• EXERCISE:
Having read the entries, repeat all of them exactly.

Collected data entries
◆ ◆ ◆ ◆

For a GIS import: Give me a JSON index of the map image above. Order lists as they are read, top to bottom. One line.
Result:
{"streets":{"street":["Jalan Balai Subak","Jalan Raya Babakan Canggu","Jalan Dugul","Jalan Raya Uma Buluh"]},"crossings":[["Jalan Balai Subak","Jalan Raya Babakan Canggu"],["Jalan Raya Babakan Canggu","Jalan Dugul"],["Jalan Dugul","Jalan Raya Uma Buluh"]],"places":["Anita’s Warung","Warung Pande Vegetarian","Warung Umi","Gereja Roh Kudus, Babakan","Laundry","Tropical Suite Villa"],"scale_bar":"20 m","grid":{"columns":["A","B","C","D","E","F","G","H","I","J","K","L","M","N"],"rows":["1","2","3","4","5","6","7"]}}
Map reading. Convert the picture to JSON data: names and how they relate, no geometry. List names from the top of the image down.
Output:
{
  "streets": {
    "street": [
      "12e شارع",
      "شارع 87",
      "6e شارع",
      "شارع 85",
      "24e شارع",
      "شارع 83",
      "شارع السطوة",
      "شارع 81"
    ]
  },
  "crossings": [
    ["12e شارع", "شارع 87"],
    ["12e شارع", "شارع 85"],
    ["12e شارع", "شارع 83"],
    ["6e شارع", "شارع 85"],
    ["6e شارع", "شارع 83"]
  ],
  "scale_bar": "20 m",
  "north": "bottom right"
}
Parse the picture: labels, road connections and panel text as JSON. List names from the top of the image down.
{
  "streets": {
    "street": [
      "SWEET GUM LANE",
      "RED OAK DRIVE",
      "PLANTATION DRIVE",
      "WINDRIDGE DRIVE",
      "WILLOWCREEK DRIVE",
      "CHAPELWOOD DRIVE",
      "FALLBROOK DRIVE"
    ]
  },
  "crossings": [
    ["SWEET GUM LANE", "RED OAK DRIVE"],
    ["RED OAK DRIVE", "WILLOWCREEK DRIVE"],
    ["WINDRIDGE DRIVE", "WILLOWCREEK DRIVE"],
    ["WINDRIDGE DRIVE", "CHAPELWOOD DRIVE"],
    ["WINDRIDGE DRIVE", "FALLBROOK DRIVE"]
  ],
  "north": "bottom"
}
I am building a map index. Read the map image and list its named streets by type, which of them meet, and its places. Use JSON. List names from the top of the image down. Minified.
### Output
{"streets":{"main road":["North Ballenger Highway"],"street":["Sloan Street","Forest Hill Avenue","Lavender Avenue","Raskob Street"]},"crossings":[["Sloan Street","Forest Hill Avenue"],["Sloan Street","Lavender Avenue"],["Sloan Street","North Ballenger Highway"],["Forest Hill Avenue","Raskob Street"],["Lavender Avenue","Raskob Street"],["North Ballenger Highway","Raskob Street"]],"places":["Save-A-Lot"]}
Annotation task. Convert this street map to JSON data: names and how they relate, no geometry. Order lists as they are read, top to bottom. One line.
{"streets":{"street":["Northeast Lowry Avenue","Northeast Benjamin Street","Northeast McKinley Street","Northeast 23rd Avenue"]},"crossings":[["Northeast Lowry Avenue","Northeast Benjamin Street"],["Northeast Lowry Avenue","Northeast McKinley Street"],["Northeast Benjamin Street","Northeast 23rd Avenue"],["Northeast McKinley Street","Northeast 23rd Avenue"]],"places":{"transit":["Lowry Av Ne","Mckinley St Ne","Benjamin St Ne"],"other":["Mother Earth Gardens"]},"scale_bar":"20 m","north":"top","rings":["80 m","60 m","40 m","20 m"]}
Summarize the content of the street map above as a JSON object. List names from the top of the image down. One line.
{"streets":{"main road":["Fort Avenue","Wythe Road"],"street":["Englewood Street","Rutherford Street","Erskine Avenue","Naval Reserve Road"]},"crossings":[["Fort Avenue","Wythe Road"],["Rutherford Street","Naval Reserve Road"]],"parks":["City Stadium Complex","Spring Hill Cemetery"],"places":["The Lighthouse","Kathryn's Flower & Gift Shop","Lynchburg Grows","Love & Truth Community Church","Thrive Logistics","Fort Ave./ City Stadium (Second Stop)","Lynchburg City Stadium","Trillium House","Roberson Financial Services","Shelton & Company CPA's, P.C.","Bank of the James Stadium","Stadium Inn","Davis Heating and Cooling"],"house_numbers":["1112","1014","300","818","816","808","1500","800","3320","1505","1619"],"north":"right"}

◆ ◆ ◆ ◆

• OUTPUT FOR THIS EXERCISE:
For a GIS import: Give me a JSON index of the map image above. Order lists as they are read, top to bottom. One line.
Result:
{"streets":{"street":["Jalan Balai Subak","Jalan Raya Babakan Canggu","Jalan Dugul","Jalan Raya Uma Buluh"]},"crossings":[["Jalan Balai Subak","Jalan Raya Babakan Canggu"],["Jalan Raya Babakan Canggu","Jalan Dugul"],["Jalan Dugul","Jalan Raya Uma Buluh"]],"places":["Anita’s Warung","Warung Pande Vegetarian","Warung Umi","Gereja Roh Kudus, Babakan","Laundry","Tropical Suite Villa"],"scale_bar":"20 m","grid":{"columns":["A","B","C","D","E","F","G","H","I","J","K","L","M","N"],"rows":["1","2","3","4","5","6","7"]}}
Map reading. Convert the picture to JSON data: names and how they relate, no geometry. List names from the top of the image down.
Output:
{
  "streets": {
    "street": [
      "12e شارع",
      "شارع 87",
      "6e شارع",
      "شارع 85",
      "24e شارع",
      "شارع 83",
      "شارع السطوة",
      "شارع 81"
    ]
  },
  "crossings": [
    ["12e شارع", "شارع 87"],
    ["12e شارع", "شارع 85"],
    ["12e شارع", "شارع 83"],
    ["6e شارع", "شارع 85"],
    ["6e شارع", "شارع 83"]
  ],
  "scale_bar": "20 m",
  "north": "bottom right"
}
Parse the picture: labels, road connections and panel text as JSON. List names from the top of the image down.
{
  "streets": {
    "street": [
      "SWEET GUM LANE",
      "RED OAK DRIVE",
      "PLANTATION DRIVE",
      "WINDRIDGE DRIVE",
      "WILLOWCREEK DRIVE",
      "CHAPELWOOD DRIVE",
      "FALLBROOK DRIVE"
    ]
  },
  "crossings": [
    ["SWEET GUM LANE", "RED OAK DRIVE"],
    ["RED OAK DRIVE", "WILLOWCREEK DRIVE"],
    ["WINDRIDGE DRIVE", "WILLOWCREEK DRIVE"],
    ["WINDRIDGE DRIVE", "CHAPELWOOD DRIVE"],
    ["WINDRIDGE DRIVE", "FALLBROOK DRIVE"]
  ],
  "north": "bottom"
}
I am building a map index. Read the map image and list its named streets by type, which of them meet, and its places. Use JSON. List names from the top of the image down. Minified.
### Output
{"streets":{"main road":["North Ballenger Highway"],"street":["Sloan Street","Forest Hill Avenue","Lavender Avenue","Raskob Street"]},"crossings":[["Sloan Street","Forest Hill Avenue"],["Sloan Street","Lavender Avenue"],["Sloan Street","North Ballenger Highway"],["Forest Hill Avenue","Raskob Street"],["Lavender Avenue","Raskob Street"],["North Ballenger Highway","Raskob Street"]],"places":["Save-A-Lot"]}
Annotation task. Convert this street map to JSON data: names and how they relate, no geometry. Order lists as they are read, top to bottom. One line.
{"streets":{"street":["Northeast Lowry Avenue","Northeast Benjamin Street","Northeast McKinley Street","Northeast 23rd Avenue"]},"crossings":[["Northeast Lowry Avenue","Northeast Benjamin Street"],["Northeast Lowry Avenue","Northeast McKinley Street"],["Northeast Benjamin Street","Northeast 23rd Avenue"],["Northeast McKinley Street","Northeast 23rd Avenue"]],"places":{"transit":["Lowry Av Ne","Mckinley St Ne","Benjamin St Ne"],"other":["Mother Earth Gardens"]},"scale_bar":"20 m","north":"top","rings":["80 m","60 m","40 m","20 m"]}
Summarize the content of the street map above as a JSON object. List names from the top of the image down. One line.
{"streets":{"main road":["Fort Avenue","Wythe Road"],"street":["Englewood Street","Rutherford Street","Erskine Avenue","Naval Reserve Road"]},"crossings":[["Fort Avenue","Wythe Road"],["Rutherford Street","Naval Reserve Road"]],"parks":["City Stadium Complex","Spring Hill Cemetery"],"places":["The Lighthouse","Kathryn's Flower & Gift Shop","Lynchburg Grows","Love & Truth Community Church","Thrive Logistics","Fort Ave./ City Stadium (Second Stop)","Lynchburg City Stadium","Trillium House","Roberson Financial Services","Shelton & Company CPA's, P.C.","Bank of the James Stadium","Stadium Inn","Davis Heating and Cooling"],"house_numbers":["1112","1014","300","818","816","808","1500","800","3320","1505","1619"],"north":"right"}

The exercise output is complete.